The Consumer Price Index (CPI) — a broad measure of the cost of everyday items — rose 0.2% in September from the previous month and was up 2.4% from a year ago, the Labor Department reported Thursday.
Economists expected inflation to slow to 2.3% annually and rise by 0.1% on a monthly basis.
Core prices, which exclude more volatile categories such as gasoline and food, rose 0.3% month-on-month and 3.3% from a year ago – slightly above economists’ expectations of 0.2% and 3.2%, respectively.
High inflation has placed significant financial pressures on most American families. Rising prices are especially difficult for low-income Americans, who tend to spend a larger portion of their paychecks on necessities, leaving less room for savings.

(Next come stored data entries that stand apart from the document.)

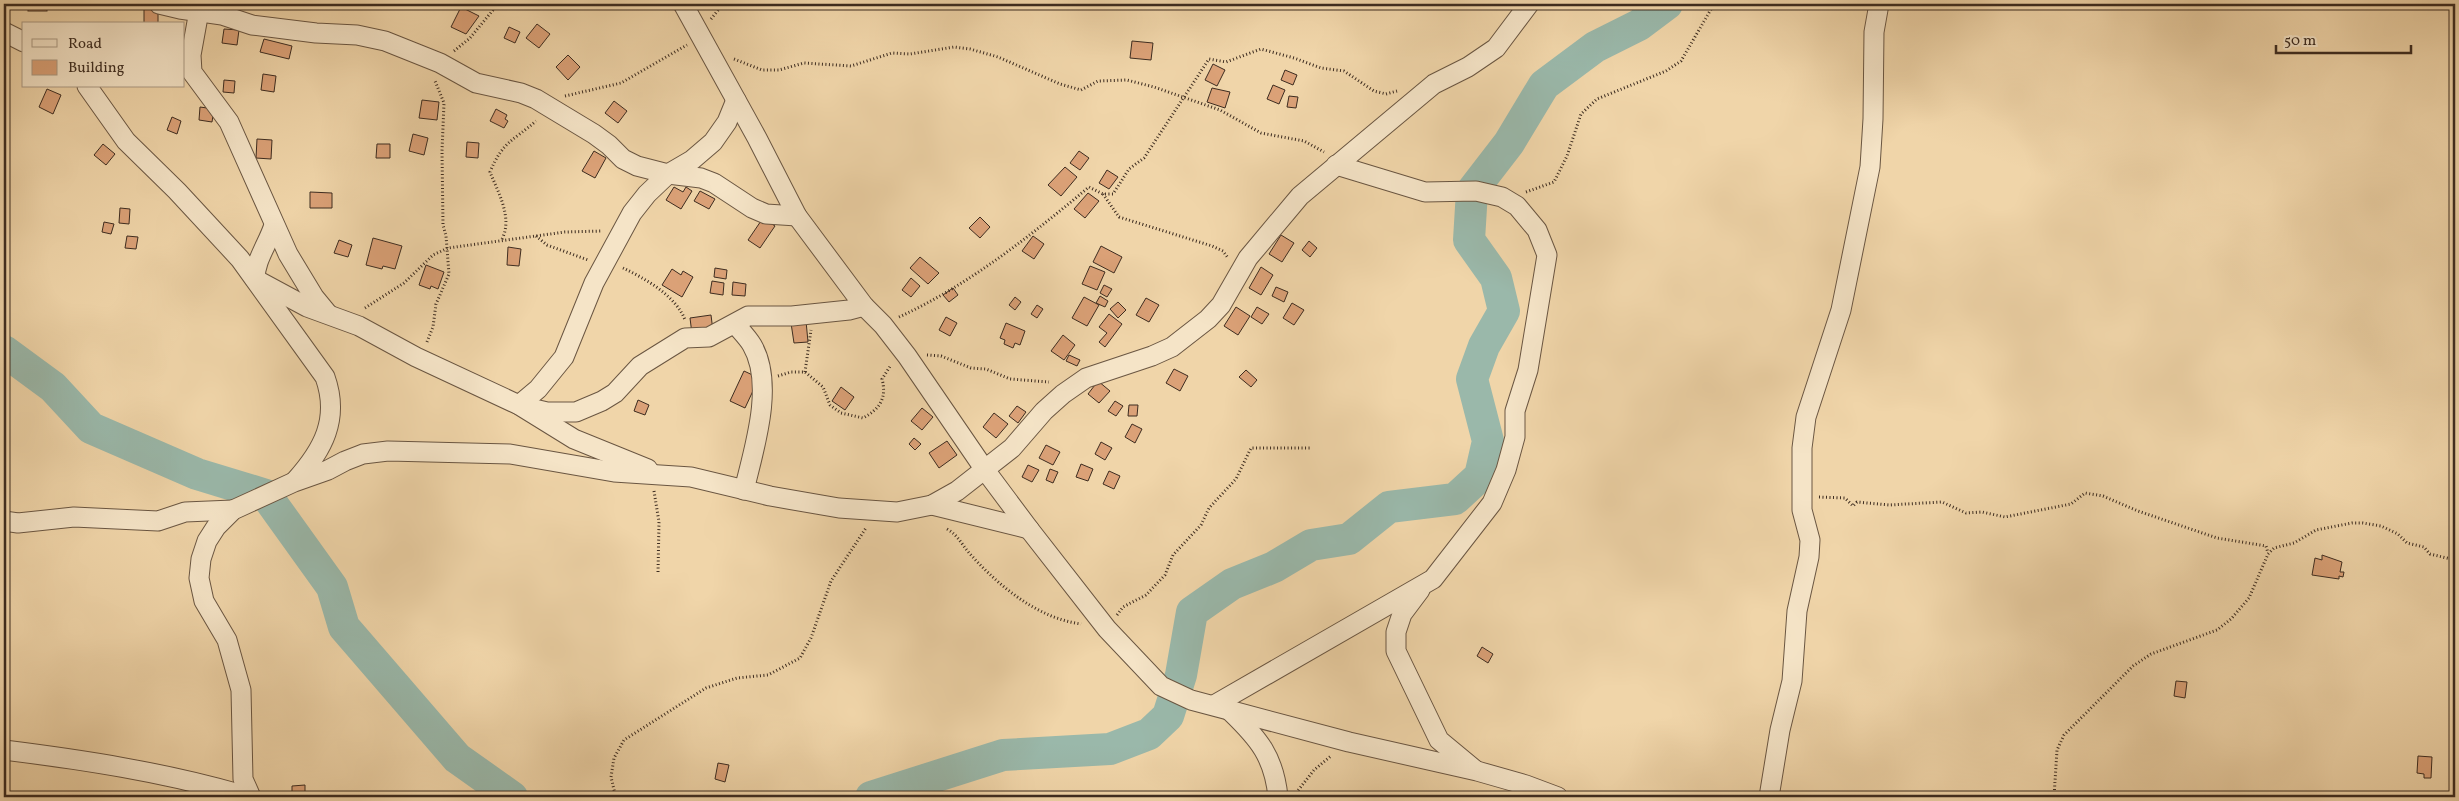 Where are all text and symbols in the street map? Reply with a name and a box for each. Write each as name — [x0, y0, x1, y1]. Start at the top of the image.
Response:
legend — [22, 22, 185, 88]
scale bar — [2276, 22, 2412, 54]
text: 50 m — [2284, 31, 2316, 52]
text: Road — [68, 34, 102, 55]
text: Building — [68, 58, 125, 79]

Much of the rise in core inflation in September came from a 0.2% rise in shelter costs compared to August. Over the past year, home prices have risen by 4.9%, accounting for more than 65% of the total 12-month increase in core inflation (excluding food and energy).
Other areas that saw notable price increases over the past year include vehicle insurance (+16.3%), medical care (+3.3%), personal care (+2.5%) and apparel (+1.8%). Food prices also rose by 0.4% on a monthly basis and 2.3% on an annual basis.
Overall, the report shows that inflationary pressures in the US economy continue to ease, although prices remain above the Fed’s 2% target. This keeps the Fed on track Next interest rate cut. The US central bank is scheduled to meet in November and is expected to cut borrowing costs by another 25 basis points.
But markets did not celebrate the slowdown in price growth. Instead, stocks showed mixed reactions, with modest selling occurring immediately after the report’s release. Subsequently, purchases rose, and the three major indexes fell. Standard & Poor’s 500Dow Jones and Nasdaq – recovered most of their losses during the day but still closed in the red. At the same time, the US dollar rose, with DXY rises above 103Recording its gains for the ninth day in a row.
Policymakers have also expressed concerns about rising risks in the labor market, and for good reason.
Initial jobless claims saw an unexpected jump, reaching a seasonally adjusted 258,000 for the week ending October 5. This is the highest total since August 5, 2023, with an increase of 33,000 from the previous week, well above expectations of 230,000.
Continuing claims, which are tracked a week later, rose to 1.861 million, an increase of 42,000.
Track unemployment claims numbers Damage caused by Hurricane Helenwhich struck on September 26 and affected much of the southeast. Florida and North Carolina, two of the hardest-hit states, recorded a combined increase of 12,376.
A 33,000 Boeing workers strike It may also have affected the numbers. Michigan saw the largest increase in claims, up 9,490 during the week.